The 90s slasher film that birthed two sequels and an endless succession of parodies is slated for a reboot in mid-April. Over the weekend, Scream 4's first full-length trailer hit the web and, by every measure, looks to be as meta as ever. Revealing key plot details, it seems Sidney Prescott (Neve Campbell) returns to her hometown on the anniversary of the Woodsboro murders only to find that a copycat killer is on the loose, knifing victims all over town. At first blush, it's loaded with winking references to previous Scream films and more recent slasher fare. Bloggers appear cautiously optimistic:
- It's a Re-Examination of the Horror Genre, writes Richard Lawson at Gawker: "The movie addresses the recent glut of Saw-type brutality fests, along with the homemade stylings of handycam movies like Paranormal Activity. So we get a whole new class of kids to explain all these new tropes to us while the olds creak on the periphery trying to figure it all out."
- This Looks Promising! "I'm tempted to say that this concept is played out," writes Allahpundit at Hot Air, "but as a fan of zombie flicks I’m in no position. Besides, this … looks terrific, actually. It's nothing new if you’ve seen any of the 'Scream' movies, but that’s the point, of course. The whole franchise is a sustained goof on slasher-movie conventions, with this one looking especially 'meta.' ... Exit question: They're not really going to kill off Neve Campbell, are they?"

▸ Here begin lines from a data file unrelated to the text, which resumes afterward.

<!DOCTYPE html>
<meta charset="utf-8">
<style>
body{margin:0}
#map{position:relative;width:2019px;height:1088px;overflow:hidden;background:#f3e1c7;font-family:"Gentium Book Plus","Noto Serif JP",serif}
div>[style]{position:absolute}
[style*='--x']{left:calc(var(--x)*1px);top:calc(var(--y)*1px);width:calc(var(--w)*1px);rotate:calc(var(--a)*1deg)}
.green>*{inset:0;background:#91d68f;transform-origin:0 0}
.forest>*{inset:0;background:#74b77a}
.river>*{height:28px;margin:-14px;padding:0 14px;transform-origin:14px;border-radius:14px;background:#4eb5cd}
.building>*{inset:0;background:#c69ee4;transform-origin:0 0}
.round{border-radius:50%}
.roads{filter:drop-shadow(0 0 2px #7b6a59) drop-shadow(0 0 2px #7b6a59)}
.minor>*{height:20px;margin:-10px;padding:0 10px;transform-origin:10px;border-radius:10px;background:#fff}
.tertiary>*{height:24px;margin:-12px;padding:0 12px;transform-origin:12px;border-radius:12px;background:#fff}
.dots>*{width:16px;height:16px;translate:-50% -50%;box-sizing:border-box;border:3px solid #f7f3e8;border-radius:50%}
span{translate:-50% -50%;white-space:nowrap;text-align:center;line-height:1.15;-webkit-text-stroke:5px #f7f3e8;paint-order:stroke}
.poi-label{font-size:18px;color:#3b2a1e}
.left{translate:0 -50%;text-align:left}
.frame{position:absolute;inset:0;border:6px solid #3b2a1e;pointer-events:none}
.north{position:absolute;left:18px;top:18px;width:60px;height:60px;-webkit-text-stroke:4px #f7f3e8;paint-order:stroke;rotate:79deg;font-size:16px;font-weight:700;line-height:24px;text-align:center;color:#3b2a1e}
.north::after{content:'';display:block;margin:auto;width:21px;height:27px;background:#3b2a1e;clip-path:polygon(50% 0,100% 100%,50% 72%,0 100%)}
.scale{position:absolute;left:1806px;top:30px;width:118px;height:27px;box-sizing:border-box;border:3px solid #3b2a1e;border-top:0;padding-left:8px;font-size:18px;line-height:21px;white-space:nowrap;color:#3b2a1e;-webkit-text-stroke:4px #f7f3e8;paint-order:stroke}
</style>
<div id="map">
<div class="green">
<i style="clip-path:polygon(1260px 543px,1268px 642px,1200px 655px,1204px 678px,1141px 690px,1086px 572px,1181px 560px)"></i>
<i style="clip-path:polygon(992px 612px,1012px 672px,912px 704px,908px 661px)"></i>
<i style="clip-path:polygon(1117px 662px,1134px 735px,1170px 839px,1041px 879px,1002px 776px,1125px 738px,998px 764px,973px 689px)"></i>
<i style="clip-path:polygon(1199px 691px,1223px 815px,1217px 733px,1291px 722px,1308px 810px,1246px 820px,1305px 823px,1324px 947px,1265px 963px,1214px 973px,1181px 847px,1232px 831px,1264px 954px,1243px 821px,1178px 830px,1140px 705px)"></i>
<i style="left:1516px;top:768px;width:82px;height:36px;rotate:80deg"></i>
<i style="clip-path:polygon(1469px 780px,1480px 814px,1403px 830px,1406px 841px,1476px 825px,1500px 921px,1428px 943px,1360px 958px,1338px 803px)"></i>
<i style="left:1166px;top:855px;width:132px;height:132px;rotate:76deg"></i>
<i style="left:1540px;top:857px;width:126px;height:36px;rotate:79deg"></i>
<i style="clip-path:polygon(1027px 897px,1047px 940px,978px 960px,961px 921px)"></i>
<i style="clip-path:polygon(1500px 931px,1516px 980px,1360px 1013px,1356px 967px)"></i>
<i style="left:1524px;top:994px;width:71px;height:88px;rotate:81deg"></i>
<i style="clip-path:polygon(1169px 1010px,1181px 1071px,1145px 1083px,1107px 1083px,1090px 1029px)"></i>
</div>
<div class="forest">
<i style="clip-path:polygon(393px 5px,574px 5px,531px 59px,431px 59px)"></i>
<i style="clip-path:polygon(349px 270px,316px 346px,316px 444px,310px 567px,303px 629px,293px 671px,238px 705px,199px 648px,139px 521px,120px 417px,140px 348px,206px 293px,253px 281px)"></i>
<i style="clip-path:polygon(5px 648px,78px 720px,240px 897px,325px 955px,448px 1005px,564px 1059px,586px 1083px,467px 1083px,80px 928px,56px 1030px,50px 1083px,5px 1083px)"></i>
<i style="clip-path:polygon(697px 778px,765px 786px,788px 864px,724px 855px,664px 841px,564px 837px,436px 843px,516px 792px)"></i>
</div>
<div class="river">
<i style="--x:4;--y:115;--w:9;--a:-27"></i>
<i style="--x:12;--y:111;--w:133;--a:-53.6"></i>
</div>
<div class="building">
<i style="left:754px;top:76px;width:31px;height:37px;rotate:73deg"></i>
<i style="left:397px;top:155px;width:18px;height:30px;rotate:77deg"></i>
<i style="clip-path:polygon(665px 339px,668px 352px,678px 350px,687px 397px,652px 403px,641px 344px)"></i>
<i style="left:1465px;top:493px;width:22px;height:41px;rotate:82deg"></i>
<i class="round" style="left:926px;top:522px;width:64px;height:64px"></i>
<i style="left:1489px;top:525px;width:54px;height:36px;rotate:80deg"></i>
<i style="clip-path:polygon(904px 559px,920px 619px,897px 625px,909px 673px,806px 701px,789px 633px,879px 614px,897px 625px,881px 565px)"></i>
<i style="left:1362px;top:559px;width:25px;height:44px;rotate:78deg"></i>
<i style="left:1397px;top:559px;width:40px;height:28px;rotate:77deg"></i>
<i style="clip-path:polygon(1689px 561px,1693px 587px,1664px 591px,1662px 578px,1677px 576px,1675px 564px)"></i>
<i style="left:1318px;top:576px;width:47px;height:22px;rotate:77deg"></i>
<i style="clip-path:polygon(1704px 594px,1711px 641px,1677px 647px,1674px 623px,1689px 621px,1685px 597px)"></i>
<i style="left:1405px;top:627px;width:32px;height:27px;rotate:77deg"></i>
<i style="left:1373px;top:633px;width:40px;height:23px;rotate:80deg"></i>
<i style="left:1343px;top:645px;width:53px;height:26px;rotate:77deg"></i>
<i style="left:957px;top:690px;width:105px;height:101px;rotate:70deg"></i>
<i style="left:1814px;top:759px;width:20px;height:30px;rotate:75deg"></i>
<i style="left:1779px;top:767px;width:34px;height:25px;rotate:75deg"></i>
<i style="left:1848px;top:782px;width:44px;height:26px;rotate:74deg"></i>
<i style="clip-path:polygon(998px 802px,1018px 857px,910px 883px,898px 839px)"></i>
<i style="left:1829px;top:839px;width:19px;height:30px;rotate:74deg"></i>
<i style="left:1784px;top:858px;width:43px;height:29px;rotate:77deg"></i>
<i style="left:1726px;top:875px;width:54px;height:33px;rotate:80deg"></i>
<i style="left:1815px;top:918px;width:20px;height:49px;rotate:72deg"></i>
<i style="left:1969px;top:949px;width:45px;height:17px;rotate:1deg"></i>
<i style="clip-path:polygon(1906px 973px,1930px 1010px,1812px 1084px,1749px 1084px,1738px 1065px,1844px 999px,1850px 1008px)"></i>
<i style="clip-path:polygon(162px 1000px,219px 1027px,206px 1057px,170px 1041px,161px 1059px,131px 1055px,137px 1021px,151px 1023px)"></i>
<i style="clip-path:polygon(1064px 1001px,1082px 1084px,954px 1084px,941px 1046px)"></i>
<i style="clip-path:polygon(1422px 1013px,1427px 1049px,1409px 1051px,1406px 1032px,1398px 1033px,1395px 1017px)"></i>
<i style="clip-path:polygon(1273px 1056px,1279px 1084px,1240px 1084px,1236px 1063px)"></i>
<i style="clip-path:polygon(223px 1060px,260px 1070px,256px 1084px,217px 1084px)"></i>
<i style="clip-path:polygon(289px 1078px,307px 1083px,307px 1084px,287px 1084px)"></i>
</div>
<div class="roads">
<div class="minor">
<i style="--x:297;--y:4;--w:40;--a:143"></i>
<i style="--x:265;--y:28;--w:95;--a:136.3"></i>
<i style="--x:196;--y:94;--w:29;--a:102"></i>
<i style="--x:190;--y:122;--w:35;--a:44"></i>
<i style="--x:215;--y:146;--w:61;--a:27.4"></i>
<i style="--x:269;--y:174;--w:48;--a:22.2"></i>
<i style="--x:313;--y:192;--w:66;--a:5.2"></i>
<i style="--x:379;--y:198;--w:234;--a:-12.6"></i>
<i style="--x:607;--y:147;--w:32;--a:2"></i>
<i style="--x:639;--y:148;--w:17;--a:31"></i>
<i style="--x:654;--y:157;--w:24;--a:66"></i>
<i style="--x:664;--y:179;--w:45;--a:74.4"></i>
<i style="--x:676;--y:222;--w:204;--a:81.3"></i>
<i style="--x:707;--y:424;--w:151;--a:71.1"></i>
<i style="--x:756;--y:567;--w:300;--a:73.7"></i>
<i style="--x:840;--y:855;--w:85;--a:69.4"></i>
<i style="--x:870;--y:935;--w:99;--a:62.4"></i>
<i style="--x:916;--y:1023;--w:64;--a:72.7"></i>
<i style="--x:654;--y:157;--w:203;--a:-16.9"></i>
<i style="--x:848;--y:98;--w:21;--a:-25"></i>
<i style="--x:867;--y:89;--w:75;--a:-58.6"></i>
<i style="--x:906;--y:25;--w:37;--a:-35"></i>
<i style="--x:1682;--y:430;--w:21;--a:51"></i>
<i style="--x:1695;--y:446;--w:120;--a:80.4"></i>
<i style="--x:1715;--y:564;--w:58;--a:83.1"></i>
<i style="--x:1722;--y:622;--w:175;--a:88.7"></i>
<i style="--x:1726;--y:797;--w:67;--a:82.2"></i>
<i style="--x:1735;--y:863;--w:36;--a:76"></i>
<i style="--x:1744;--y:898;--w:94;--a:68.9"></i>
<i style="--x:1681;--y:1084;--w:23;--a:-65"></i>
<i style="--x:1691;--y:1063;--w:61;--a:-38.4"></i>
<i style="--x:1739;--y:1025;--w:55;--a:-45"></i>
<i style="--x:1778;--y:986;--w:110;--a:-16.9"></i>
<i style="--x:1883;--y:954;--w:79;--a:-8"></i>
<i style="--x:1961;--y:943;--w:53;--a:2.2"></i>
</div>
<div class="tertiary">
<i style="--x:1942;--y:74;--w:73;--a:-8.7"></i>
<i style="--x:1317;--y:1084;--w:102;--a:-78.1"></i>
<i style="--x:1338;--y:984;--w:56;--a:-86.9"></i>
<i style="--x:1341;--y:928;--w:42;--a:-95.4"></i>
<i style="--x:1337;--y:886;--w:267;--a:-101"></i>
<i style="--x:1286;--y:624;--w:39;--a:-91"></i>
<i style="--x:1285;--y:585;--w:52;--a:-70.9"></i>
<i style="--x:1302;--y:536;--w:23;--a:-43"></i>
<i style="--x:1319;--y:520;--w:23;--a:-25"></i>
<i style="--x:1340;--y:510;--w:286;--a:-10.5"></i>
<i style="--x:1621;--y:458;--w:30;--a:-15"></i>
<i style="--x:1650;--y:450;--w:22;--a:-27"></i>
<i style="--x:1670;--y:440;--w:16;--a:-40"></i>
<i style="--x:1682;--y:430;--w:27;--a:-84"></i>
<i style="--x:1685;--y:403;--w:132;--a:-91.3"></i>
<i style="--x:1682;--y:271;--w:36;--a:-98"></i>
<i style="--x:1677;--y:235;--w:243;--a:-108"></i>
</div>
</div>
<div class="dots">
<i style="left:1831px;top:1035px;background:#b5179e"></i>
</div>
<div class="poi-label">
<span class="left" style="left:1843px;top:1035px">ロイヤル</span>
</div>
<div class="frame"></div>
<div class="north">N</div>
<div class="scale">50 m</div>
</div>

- Doesn't Look All Bad, agrees The AV Club's Sean O'Neal, reacting to the first Scream 4 teaser: "It's nice to see someone terrorizing Neve Campbell and Courtney Cox again, while the brief glimpse of Kristen Bell and Anna Paquin--playing this installment's ass-kicking blonde heroines who are ironically reduced to (presumably) quickly offed victims--suggests their scene might be enough to justify the whole shebang."

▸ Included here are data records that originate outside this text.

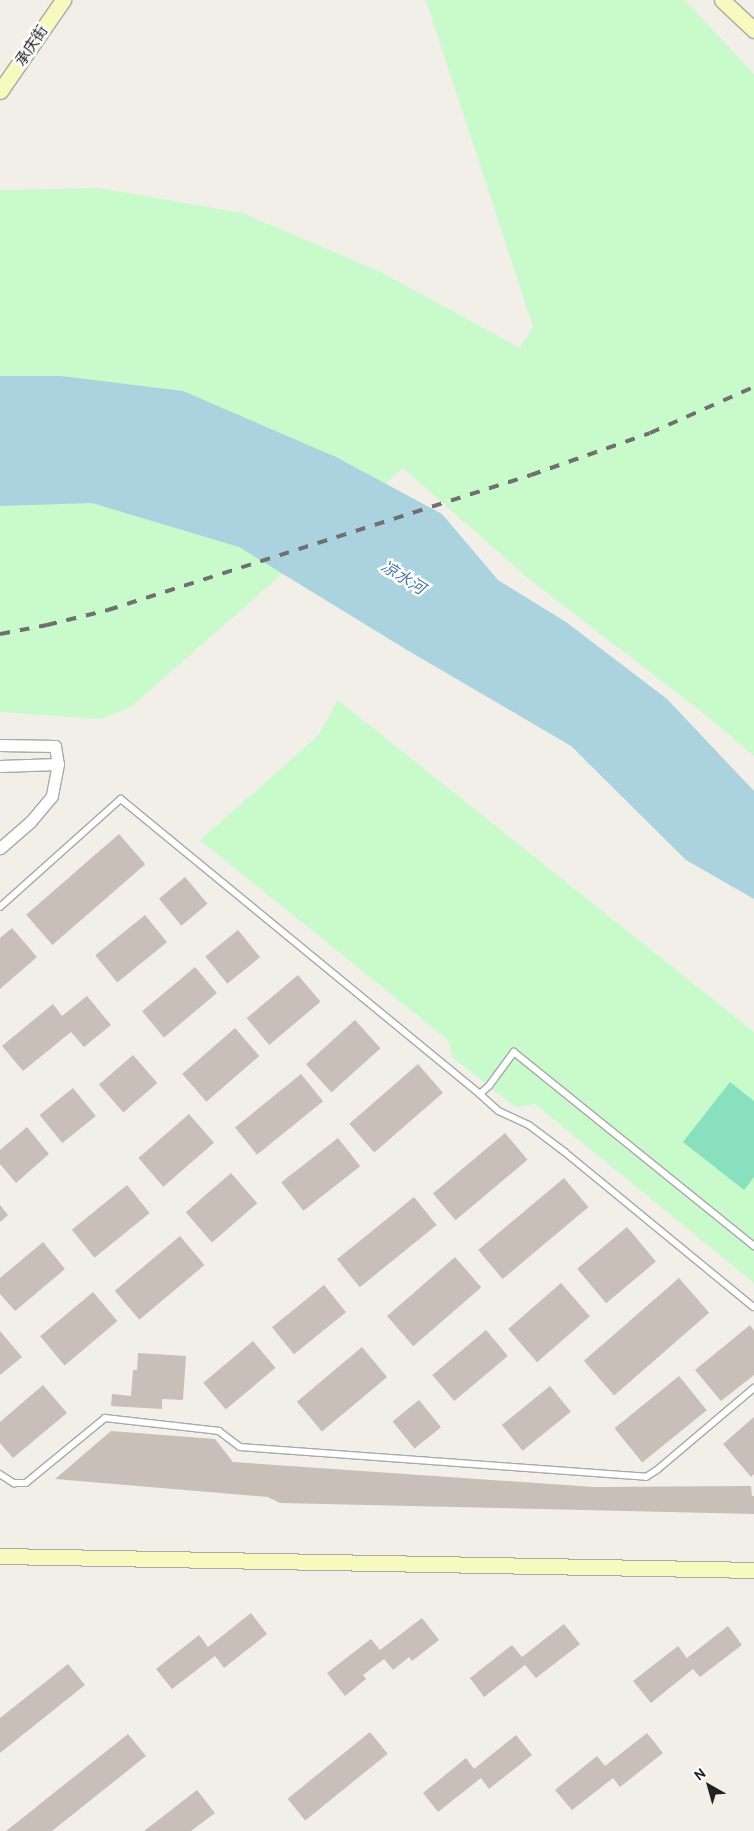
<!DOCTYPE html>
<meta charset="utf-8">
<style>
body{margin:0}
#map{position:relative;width:754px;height:1831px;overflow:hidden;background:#f2efe9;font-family:Cabin,"Noto Sans SC",sans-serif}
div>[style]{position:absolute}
.park>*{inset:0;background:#c8facc}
.pitch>*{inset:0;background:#88e0be}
.water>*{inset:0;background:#aad3df}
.building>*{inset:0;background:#c7bfb8;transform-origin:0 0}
.roads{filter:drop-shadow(1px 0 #a9a9a9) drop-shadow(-1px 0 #a9a9a9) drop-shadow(0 1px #a9a9a9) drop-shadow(0 -1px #a9a9a9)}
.lane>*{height:5.5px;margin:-2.75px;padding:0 2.75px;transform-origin:2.75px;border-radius:2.75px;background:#fff}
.street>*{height:11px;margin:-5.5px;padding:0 5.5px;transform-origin:5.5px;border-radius:5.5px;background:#fff}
.secondary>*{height:15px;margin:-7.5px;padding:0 7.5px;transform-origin:7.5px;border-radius:7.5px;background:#f7fabf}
.rail>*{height:4px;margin-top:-2px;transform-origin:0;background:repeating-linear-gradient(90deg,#707070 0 10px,transparent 0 20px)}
span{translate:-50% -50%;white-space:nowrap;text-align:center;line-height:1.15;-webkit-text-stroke:5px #fff;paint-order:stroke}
.street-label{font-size:15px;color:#222}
.water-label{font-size:16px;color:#4a7aab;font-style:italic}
.north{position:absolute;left:684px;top:1761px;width:50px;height:50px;-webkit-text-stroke:4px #fff;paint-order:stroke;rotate:322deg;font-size:14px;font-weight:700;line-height:20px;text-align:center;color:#222}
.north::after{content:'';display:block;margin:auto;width:18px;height:22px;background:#222;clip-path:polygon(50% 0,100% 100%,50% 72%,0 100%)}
</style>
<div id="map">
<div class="park">
<div style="clip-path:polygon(426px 0,685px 0,754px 74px,754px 756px,698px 709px,529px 579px,403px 468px,132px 706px,101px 719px,0 712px,0 190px,98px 188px,243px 213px,381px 272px,520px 348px,533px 327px)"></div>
<div style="clip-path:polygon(338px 700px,754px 1032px,754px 1283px,535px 1104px,515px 1107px,452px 1057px,449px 1041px,200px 840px,318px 736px)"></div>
</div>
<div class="pitch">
<div style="clip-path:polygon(730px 1082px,754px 1101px,754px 1177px,744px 1190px,683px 1142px)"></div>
</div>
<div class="water">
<div style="clip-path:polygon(0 376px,61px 376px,183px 391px,336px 457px,442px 514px,498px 580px,566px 622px,667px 699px,754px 791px,754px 899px,686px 860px,571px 746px,407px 650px,239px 547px,92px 503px,0 506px)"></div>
</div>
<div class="building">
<div style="left:119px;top:834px;width:40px;height:123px;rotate:49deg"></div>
<div style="left:185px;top:877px;width:35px;height:34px;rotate:50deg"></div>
<div style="left:145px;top:915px;width:35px;height:64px;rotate:51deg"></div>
<div style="clip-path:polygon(12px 928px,37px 957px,0 989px,0 938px)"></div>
<div style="left:238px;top:930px;width:35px;height:42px;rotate:51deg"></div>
<div style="left:195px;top:967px;width:34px;height:69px;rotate:50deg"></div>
<div style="left:298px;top:975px;width:35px;height:67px;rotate:50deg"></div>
<div style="clip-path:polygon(87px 996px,111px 1025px,84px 1047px,71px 1032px,23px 1071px,2px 1046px,53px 1004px,62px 1016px)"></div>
<div style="left:355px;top:1020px;width:38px;height:66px;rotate:48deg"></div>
<div style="left:235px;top:1028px;width:37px;height:70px;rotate:49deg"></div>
<div style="left:133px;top:1055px;width:37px;height:45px;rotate:49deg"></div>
<div style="left:418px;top:1064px;width:38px;height:91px;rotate:49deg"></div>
<div style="left:301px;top:1074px;width:35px;height:85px;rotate:51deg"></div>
<div style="left:73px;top:1088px;width:36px;height:43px;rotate:51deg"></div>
<div style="left:189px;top:1114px;width:38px;height:67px;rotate:49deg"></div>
<div style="clip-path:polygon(27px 1127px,49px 1154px,16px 1183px,0 1164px,0 1150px)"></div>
<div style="left:505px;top:1133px;width:35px;height:94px;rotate:50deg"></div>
<div style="left:338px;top:1138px;width:36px;height:72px;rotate:52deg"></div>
<div style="left:231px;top:1173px;width:40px;height:60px;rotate:49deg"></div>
<div style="left:564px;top:1178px;width:38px;height:112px;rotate:50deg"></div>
<div style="left:127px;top:1185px;width:36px;height:71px;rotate:51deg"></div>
<div style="left:414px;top:1197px;width:36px;height:99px;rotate:51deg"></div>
<div style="clip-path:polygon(0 1205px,8px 1215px,0 1222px)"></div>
<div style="left:627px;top:1227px;width:45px;height:65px;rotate:50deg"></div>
<div style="left:180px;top:1236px;width:38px;height:85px;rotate:50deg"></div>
<div style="clip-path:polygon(43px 1242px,65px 1269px,15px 1311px,0 1294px,0 1278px)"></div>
<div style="left:455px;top:1257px;width:40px;height:90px;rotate:49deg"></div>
<div style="left:679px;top:1278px;width:46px;height:126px;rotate:49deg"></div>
<div style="left:561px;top:1283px;width:44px;height:70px;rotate:49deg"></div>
<div style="left:324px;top:1285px;width:35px;height:67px;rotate:51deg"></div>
<div style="left:93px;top:1292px;width:38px;height:69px;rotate:50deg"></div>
<div style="clip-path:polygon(750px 1325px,754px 1331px,754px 1375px,721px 1401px,695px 1370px)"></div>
<div style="left:486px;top:1330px;width:34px;height:70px;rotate:50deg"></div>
<div style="clip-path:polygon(0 1331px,22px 1357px,0 1375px)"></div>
<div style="left:253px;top:1341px;width:35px;height:65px;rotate:50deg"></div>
<div style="left:362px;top:1347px;width:39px;height:85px;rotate:50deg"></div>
<div style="clip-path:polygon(138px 1353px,186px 1356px,183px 1400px,162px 1399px,162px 1409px,111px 1406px,112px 1394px,131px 1396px,133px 1370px,137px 1370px)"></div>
<div style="left:679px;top:1376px;width:44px;height:83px;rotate:51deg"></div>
<div style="clip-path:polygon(43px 1385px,67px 1413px,13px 1458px,0 1443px,0 1422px)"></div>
<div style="left:550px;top:1386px;width:33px;height:62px;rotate:51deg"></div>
<div style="left:419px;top:1400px;width:35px;height:34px;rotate:51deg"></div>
<div style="clip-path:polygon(754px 1417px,754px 1474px,751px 1477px,723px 1444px)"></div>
<div style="clip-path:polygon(111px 1431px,215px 1439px,233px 1462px,594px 1487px,751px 1486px,752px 1496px,754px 1496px,754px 1514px,280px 1503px,268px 1497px,55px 1479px)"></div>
<div style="clip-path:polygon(251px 1613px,267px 1634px,224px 1668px,215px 1656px,172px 1689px,156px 1669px,199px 1635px,208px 1647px)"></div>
<div style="clip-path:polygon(422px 1618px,439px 1640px,412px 1661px,409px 1657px,393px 1670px,384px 1659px,363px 1675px,366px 1679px,345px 1696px,327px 1673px,371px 1639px,380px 1650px)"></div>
<div style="clip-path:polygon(564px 1624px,580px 1644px,536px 1678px,525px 1665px,484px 1697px,470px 1678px,512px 1645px,522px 1657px)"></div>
<div style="clip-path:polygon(728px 1626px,742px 1645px,700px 1677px,693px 1669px,651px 1703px,633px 1681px,678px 1646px,687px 1658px)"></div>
<div style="clip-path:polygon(68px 1664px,85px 1685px,0 1753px,0 1718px)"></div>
<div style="left:370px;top:1732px;width:28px;height:106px;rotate:51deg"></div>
<div style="clip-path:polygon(647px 1733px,663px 1753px,620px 1787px,613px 1778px,572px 1810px,555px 1790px,597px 1756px,605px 1766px)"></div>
<div style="clip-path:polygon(128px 1734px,146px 1756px,52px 1831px,6px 1831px)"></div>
<div style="clip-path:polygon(516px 1735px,532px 1755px,489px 1789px,481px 1778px,438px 1812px,423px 1793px,466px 1758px,474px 1769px)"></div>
<div style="clip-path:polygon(197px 1790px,215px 1813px,191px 1831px,144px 1831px)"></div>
</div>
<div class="roads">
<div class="lane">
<div style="left:0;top:907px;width:162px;rotate:-41.8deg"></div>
<div style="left:121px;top:799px;width:465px;rotate:39.4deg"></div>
<div style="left:480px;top:1094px;width:12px;rotate:-42deg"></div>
<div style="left:489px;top:1086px;width:42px;rotate:-53.7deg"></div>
<div style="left:514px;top:1052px;width:309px;rotate:38.9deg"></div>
<div style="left:480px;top:1094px;width:25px;rotate:42deg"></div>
<div style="left:499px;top:1111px;width:33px;rotate:25deg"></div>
<div style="left:529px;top:1125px;width:45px;rotate:36.9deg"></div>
<div style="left:565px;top:1152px;width:244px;rotate:39.4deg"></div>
<div style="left:0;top:1474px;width:17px;rotate:33deg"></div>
<div style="left:14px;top:1483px;width:12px"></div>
<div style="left:26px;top:1483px;width:102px;rotate:-39.4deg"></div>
<div style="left:105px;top:1418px;width:115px;rotate:6.5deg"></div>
<div style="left:219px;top:1431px;width:26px;rotate:37deg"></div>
<div style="left:240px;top:1447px;width:407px;rotate:4.2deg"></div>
<div style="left:646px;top:1477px;width:13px;rotate:-32deg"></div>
<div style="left:657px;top:1470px;width:127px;rotate:-40.2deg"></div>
</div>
<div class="street">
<div style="left:0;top:745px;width:55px;rotate:1deg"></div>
<div style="left:55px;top:746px;width:18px;rotate:81deg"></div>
<div style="left:58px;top:764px;width:33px;rotate:101deg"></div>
<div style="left:52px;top:796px;width:34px;rotate:130deg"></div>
<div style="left:30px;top:822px;width:40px;rotate:139deg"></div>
<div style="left:0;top:766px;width:58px;rotate:-2deg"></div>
</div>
<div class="secondary">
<div style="left:722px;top:0;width:44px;rotate:43.2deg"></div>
<div style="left:0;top:91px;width:111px;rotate:-55.3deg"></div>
<div style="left:0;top:1556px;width:754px;rotate:1.06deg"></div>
</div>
</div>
<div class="rail">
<div style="left:0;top:634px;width:48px;rotate:-10.8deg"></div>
<div style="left:47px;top:625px;width:63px;rotate:-13.8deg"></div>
<div style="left:108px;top:610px;width:444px;rotate:-17.7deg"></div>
<div style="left:531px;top:475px;width:126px;rotate:-19.4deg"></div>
<div style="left:650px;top:433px;width:114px;rotate:-23.9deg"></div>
</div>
<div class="street-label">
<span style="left:32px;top:46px;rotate:-56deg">承庆街</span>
</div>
<div class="water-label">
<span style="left:403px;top:578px;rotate:32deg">凉水河</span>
</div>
<div class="north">N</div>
</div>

- These Victims Never Learn, sighs Kyle Buchanan at New York Magazine: "As the movie's new full-length trailer makes clear, potential victims are still willing to answer their cell phone even if they're getting a call from 'Unknown' during a hometown massacre committed by someone who loves killing off dim-bulb teens when they're on the phone. Just let it go to voice mail, guys!"